Initial Data for Black Holes and Black Strings in 5d

TL;DR

A phase transition is found within the family of hypersurfaces containing apparent horizons of black objects in a 5D spacetime with one coordinate compactified on a circle: the horizon has different topology for different parameters.

Abstract

We explore time-symmetric hypersurfaces containing apparent horizons of black objects in a 5d spacetime with one coordinate compactified on a circle. We find a phase transition within the family of such hypersurfaces: the horizon has different topology for different parameters. The topology varies from $S^3$ to $S^2 \times S^1$. This phase transition is discontinuous -- the topology of the horizon changes abruptly.
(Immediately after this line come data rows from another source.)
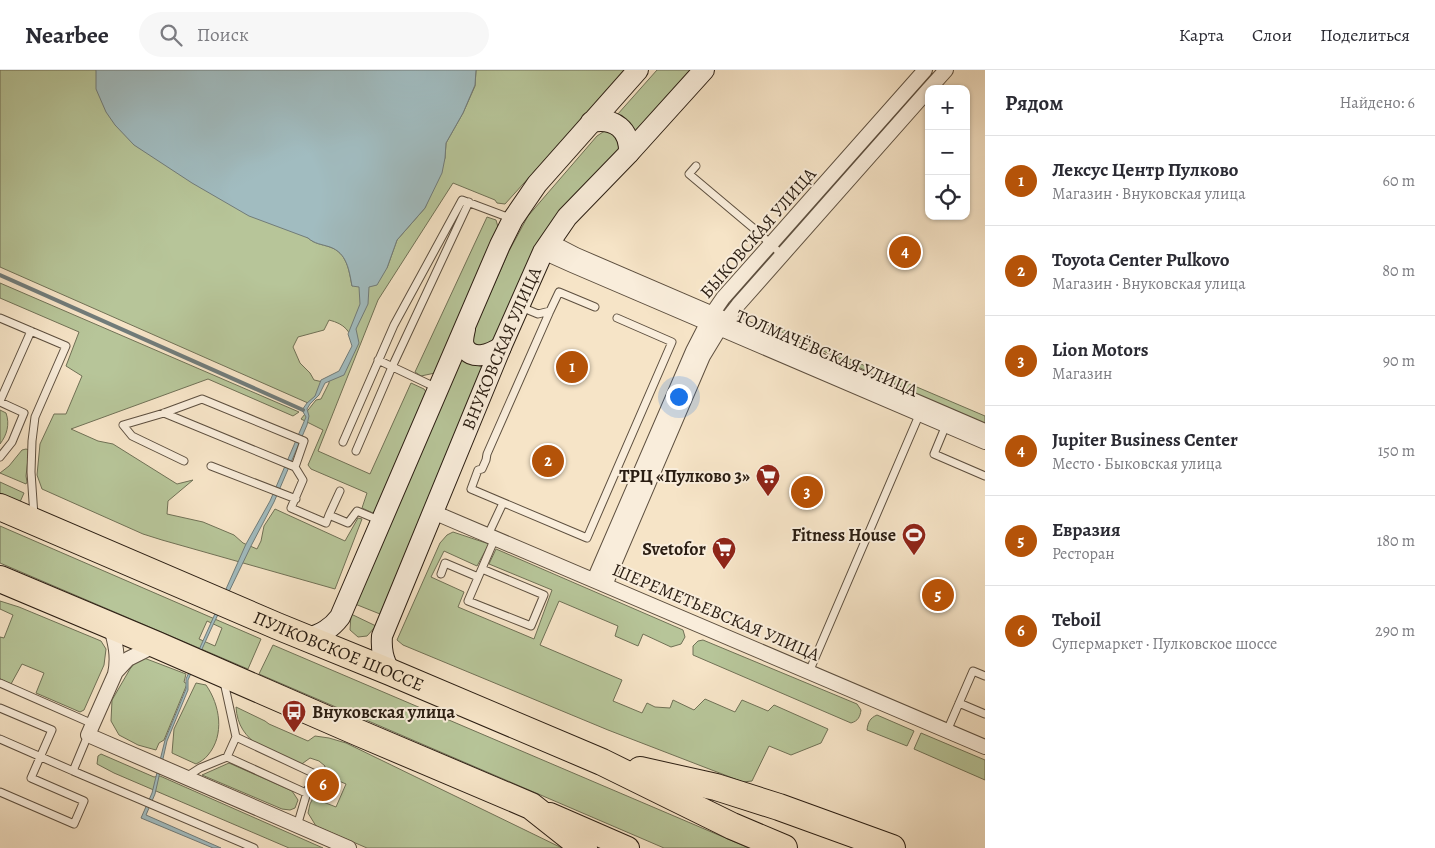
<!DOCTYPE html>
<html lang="ru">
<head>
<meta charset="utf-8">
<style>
	body { margin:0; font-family:Alegreya,serif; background:#f7f7f7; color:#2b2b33 }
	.controls { position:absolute; right:15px; top:15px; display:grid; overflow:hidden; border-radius:10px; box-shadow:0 1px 4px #0004 }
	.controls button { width:45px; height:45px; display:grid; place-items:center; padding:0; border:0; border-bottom:1px solid #e1e1e2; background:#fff; color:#2b2b33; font:25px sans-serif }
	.you { position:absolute; left:678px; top:326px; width:18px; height:18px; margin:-12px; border:4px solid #fff; border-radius:50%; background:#1a73e8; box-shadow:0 0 0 8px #1a73e833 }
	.badge { display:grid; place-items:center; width:32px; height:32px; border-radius:50%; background:#b45309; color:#fff; font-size:16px; font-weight:700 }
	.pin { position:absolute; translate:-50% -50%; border:2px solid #fff; box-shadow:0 1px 5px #0006 }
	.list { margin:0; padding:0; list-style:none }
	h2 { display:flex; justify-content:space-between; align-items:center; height:65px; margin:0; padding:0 20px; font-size:21px }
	h2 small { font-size:16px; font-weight:400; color:#7c7c81 }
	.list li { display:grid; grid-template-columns:32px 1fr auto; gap:15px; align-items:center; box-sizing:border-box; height:90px; padding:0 20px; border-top:1px solid #e1e1e2 }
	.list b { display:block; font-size:19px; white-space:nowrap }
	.list p { margin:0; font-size:16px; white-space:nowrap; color:#7c7c81 }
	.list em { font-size:16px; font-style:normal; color:#7c7c81 }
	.icon { flex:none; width:28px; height:28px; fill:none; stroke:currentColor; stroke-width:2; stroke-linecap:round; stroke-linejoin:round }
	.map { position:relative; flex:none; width:985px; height:778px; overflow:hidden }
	header { display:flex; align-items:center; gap:30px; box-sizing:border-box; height:70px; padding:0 25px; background:#fff; border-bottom:1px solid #e1e1e2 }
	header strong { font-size:24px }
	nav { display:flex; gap:28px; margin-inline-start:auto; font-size:18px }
	.search { width:350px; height:45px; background:#f7f7f7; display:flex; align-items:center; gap:12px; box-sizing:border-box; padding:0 18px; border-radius:28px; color:#7c7c81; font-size:19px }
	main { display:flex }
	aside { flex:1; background:#fff }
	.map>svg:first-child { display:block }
	.green { fill:#b7c599; stroke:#707156; fill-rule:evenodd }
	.water { fill:#a1bcc0; stroke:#717c7a }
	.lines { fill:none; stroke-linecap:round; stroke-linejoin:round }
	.stream { stroke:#717c7a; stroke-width:4 }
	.lane-casing { stroke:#5d4f3f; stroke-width:9 }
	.street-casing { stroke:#5d4f3f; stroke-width:16 }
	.secondary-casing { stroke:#2a1d12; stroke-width:22 }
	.primary-casing { stroke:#2a1d12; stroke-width:24 }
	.highway-casing { stroke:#2a1d12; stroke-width:28 }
	.lane { stroke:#f9eddb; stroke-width:7 }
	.street { stroke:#f9eddb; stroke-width:14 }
	.secondary { stroke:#f9eddb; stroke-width:20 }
	.primary { stroke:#f6e4c7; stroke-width:22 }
	.highway { stroke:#f6e4c7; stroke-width:26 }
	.labels { text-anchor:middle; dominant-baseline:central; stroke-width:4; stroke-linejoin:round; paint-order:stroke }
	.street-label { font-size:18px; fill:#2a1d12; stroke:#f9eddb }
	.poi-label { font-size:18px; font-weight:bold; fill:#2a1d12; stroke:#f9eddb; text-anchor:end }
</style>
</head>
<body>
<header>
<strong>Nearbee</strong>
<div class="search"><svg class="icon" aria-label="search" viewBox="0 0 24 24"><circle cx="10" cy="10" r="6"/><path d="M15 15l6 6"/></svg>Поиск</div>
<nav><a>Карта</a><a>Слои</a><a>Поделиться</a></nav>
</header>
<main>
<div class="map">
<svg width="985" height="778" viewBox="0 0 985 778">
	<rect width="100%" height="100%" fill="#f6e4c7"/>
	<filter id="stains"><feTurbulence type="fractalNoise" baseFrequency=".004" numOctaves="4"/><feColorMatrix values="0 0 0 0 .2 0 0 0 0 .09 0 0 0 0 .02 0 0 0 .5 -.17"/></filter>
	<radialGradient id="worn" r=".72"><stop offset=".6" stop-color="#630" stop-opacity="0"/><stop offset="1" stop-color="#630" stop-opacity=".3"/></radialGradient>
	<path class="green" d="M0,0H96L97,2L308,168C315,174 321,174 330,177C347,183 349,200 352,216L387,198L397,170L425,138L445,88L446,73L463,43L475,16L476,0H626L505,134L497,133L495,130L453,113L378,230L318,381L370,404L411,313L424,319L428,325L376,439L373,443L362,438L367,423L311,399L308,395L323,360L301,349L316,330L321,329L329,313V309L341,303L355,276C350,261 345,254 329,250L324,260L298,267L293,277L300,293L310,303L314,310L323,312L316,326L308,333L0,197Z
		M657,0H694L638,63L632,59L617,45Z
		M609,60L619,70L621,79L496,274L475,277L473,271L475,258L509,181L528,146L597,66L603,62Z
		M487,147L496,150L498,157L435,303L421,306L415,302Z
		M0,213L299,342L293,346L208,309L71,359L98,371L113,374L177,414L193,410L168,431L167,444L203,452L234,465L243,473L257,479L261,471L264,456L275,439L345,471L358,448L362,449L335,519L162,470L143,464L42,419L37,405L40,374L54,344H66L82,306L66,296L79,262L0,228Z
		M759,249L870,298L869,302L760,252Z
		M461,288L484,298L380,544L355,534Z
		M891,306L985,346V354L892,314L890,309Z
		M0,340L6,343C10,354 7,365 0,374Z
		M26,379L29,380L26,406L27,412L26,414L0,403L9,396L22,380Z
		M0,412L24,423L20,432L0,423Z
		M0,456L261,569L248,599L0,493ZM207,551L222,558L215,576L199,569Z
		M453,462L489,474L477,496L444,481L431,507L464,522L458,537L534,569L552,520L489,494L496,479L683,560L685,567L681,574L671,577L643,564L638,576L615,566L618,556L559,531L540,575L622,610L613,631L642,643L647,633L655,637L670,638L673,630L694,640L705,629L735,642L742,630L768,641L774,635L828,659L821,673L791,685L769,676L752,711L743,712L608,660L403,575L397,570L440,473L447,465Z
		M0,531L19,537L101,571L106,579L104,595L84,640L80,642L36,623L44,603L22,594L11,614L0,609V567L4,568L13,545L0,539Z
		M351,544L376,556L367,566L358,567L350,560Z
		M703,570L857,634L861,640C860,647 858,651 851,653L693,585V576L698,571Z
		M273,575L749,778H664L259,604Z
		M144,588L186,604L184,612L187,614L164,670L159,673L156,680L138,675L119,665L111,651L112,630L130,599L137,590Z
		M196,613L206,615C220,635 225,665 208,685C205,689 200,692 196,694L172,683L174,659Z
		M236,637L265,651L269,654L308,671L315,666L329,668L346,673L562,778H367L316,756L308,743L310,734L313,728L336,737L346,714L325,705L324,701L325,696L319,691L310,688L299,696C272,682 238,674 236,637Z
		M877,645L914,661L907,676L867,660C868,652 870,648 877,645Z
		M921,663L985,690V710L914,679Z
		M101,684L154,707L160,706L323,778H289L114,703L97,694L98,686Z
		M229,693L292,721L298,730L295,738L290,740L282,739L202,705Z"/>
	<path class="water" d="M96,0H476L475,15L463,43L446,73L445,88L442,103L425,138L397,170L387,198L377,215L369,217L368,234L356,259L359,273L344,305L325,313L319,325L310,334L307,339L309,346L307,355L274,432L251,476L212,557L188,610V620L167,671L155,724L146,745L221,778H213L141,748L152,723L165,670L186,619V609L246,474L270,431L306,347L302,340L307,333L315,326L321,310L339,301L352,276L348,264L360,234L359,217L352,216C349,200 347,183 330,177C321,174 315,174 308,168L249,146L192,113L134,75L115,55L106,42L96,19Z"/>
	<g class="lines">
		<path class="stream" d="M0,205L303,340"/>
		<defs>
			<path id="lane" d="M696,96L689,104L758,162L782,185
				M521,237L538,244L550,241
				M595,237L559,222L550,241L487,384L486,390L482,399L478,400L471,419L587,468L672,272L617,248
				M0,248L66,276L35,347L32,371L31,402L34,446
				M378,290L437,318
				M0,331L31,261
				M0,332L24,343L12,372L0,387
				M164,343L295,397L303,410L291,438L326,453L329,445L348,453L357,441L381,451
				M946,355L934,384L985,406
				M343,372L394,255L462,130L510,148
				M356,381L392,297L469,132
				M184,391L132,366L123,355L164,343L202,329L304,371L295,397
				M211,396L296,429
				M329,445L340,421
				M488,465L503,433
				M482,499L544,525L531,556L468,531L495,468
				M441,504L445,493L478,507
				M809,602L920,343
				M224,612L236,667L227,687
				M0,613L93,654
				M959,633L985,644
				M0,638L52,660L31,708L84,731L74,754L0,722
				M947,661L973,601L985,606
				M88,665L73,701L254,778
				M236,667L315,704L313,707
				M0,669L73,701
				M186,707L200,698L227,687L306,723
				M297,756L308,719"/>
			<path id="street" d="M929,19L946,0
				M549,171L576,185L985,361
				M543,182L572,195L985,372
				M433,442L985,677
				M594,510L693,281L712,244L723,228L925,0
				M605,515L703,286L720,258L738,235L929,19
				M110,554C115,572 119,586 115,604L88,665L349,778
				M115,603L128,589L156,575"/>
			<g id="secondary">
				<path d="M591,52C615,47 630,60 629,83"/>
				<path d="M465,259C464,264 462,271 464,276C471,292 491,284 501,277"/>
				<path d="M308,568C321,564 331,559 340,547L500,175L513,149L537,114L638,0"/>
				<path id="s1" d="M390,602C383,589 381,580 382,566L501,277L543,182L567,147L629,83L704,0"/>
			</g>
			<path id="primary" d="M550,744L628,778"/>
			<g id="highway">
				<path id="s2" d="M0,437L277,556L390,602L602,692L732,756L784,778"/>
				<path d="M0,509L157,575L359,663L531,736L584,778"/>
				<path d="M640,700L716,717L779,737L892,778"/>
			</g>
		</defs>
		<use href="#lane" class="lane-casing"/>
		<use href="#street" class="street-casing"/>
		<use href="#secondary" class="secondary-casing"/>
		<use href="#primary" class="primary-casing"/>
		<use href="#highway" class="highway-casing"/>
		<use href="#lane" class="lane"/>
		<use href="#street" class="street"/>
		<use href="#secondary" class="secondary"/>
		<use href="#primary" class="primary"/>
		<use href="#highway" class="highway"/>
	</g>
	<defs>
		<symbol id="supermarket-pin" viewBox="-11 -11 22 30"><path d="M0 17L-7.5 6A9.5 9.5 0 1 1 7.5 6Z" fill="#8f2418" stroke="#f9eddb"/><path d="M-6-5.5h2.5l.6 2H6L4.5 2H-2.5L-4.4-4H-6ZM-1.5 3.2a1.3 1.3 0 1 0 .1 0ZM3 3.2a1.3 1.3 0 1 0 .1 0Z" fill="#fff"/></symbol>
		<symbol id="stadium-pin" viewBox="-11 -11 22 30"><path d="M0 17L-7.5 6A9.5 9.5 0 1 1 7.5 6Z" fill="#8f2418" stroke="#f9eddb"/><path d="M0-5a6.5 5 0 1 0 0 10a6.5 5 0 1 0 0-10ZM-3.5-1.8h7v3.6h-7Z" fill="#fff"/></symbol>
		<symbol id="bus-pin" viewBox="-11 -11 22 30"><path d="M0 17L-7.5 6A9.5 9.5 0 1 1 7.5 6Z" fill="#8f2418" stroke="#f9eddb"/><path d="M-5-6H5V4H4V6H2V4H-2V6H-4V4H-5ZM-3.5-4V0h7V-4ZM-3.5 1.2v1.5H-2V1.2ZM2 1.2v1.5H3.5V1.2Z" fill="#fff"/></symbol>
	</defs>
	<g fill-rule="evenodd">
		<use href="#supermarket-pin" x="754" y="392" width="28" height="38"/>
		<use href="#stadium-pin" x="900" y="451" width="28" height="38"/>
		<use href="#supermarket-pin" x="710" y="465" width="28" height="38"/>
		<use href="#bus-pin" x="280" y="628" width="28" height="38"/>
	</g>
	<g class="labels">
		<g class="street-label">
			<text transform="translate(758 163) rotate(-49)">БЫКОВСКАЯ УЛИЦА</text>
			<text stroke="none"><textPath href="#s1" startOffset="349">ВНУКОВСКАЯ УЛИЦА</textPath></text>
			<text transform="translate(827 283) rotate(23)">ТОЛМАЧЁВСКАЯ УЛИЦА</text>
			<text transform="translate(716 542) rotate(23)">ШЕРЕМЕТЬЕВСКАЯ УЛИЦА</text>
			<text stroke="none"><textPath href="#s2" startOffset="368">ПУЛКОВСКОЕ ШОССЕ</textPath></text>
		</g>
		<g class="poi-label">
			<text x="750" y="406">ТРЦ «Пулково 3»</text>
			<text x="896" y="465">Fitness House</text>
			<text x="706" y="479">Svetofor</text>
			<text x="312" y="642" text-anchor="start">Внуковская улица</text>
		</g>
	</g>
	<rect width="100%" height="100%" filter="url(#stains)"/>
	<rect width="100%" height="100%" fill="url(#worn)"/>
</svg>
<div class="controls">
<button>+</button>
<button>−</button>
<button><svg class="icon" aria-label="locate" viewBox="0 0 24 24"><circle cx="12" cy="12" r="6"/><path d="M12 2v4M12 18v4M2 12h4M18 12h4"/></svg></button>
</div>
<div class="you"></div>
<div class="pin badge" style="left:572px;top:297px">1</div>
<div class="pin badge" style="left:548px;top:391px">2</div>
<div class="pin badge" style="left:807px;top:422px">3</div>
<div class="pin badge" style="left:905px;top:182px">4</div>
<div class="pin badge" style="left:938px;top:525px">5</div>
<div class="pin badge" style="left:323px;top:715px">6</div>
</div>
<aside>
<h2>Рядом<small>Найдено: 6</small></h2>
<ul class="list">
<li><span class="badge">1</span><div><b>Лексус Центр Пулково</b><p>Магазин · Внуковская улица</p></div><em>60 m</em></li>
<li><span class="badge">2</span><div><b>Toyota Center Pulkovo</b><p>Магазин · Внуковская улица</p></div><em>80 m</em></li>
<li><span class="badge">3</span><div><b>Lion Motors</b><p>Магазин</p></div><em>90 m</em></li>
<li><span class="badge">4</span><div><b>Jupiter Business Center</b><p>Место · Быковская улица</p></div><em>150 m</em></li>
<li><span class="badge">5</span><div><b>Евразия</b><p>Ресторан</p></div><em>180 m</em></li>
<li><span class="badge">6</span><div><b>Teboil</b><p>Супермаркет · Пулковское шоссе</p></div><em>290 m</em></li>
</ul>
</aside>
</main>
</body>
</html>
We explore the behavior around the critical point and present a possible phase diagram.

Figures (3)

• Figure 1: Contours of $\psi$. Upper panel: $\zeta \simeq 1.85$ and there is a non-uniform BS. Bottom panel: $\zeta \simeq 1.7$ and there is a BH. In both plots one observes how the deformation of the contour lines fades asymptotically. We plot also the apparent horizons in both cases. These are designated by thick curves. In the upper plot that corresponds to the BS phase there are two horizons. The inner spherical apparent horizon, designated by the dotted thick curve, and the outer cylindrical horizon, designated by the solid curve.
• Figure 2: The path in the configuration space of the numerical solutions. The BH (BS) phase is displayed in the bottom (top) panel. In both panels the horizontal dashed line that is located at $\zeta_c\simeq 1.78$ designates the $BS\rightarrow BH$ transition point. Above this line there is BS phase, while below the line there is the BH phase. The BS becomes uniform at $\zeta \simeq 3.0$ and the BH becomes spherical at $\zeta \simeq 0.15.$
• Figure 3: The proper distance from the BH to the reflection plane $z=L$ does not decrease to zero but tends to a finite value as we approach the transition point.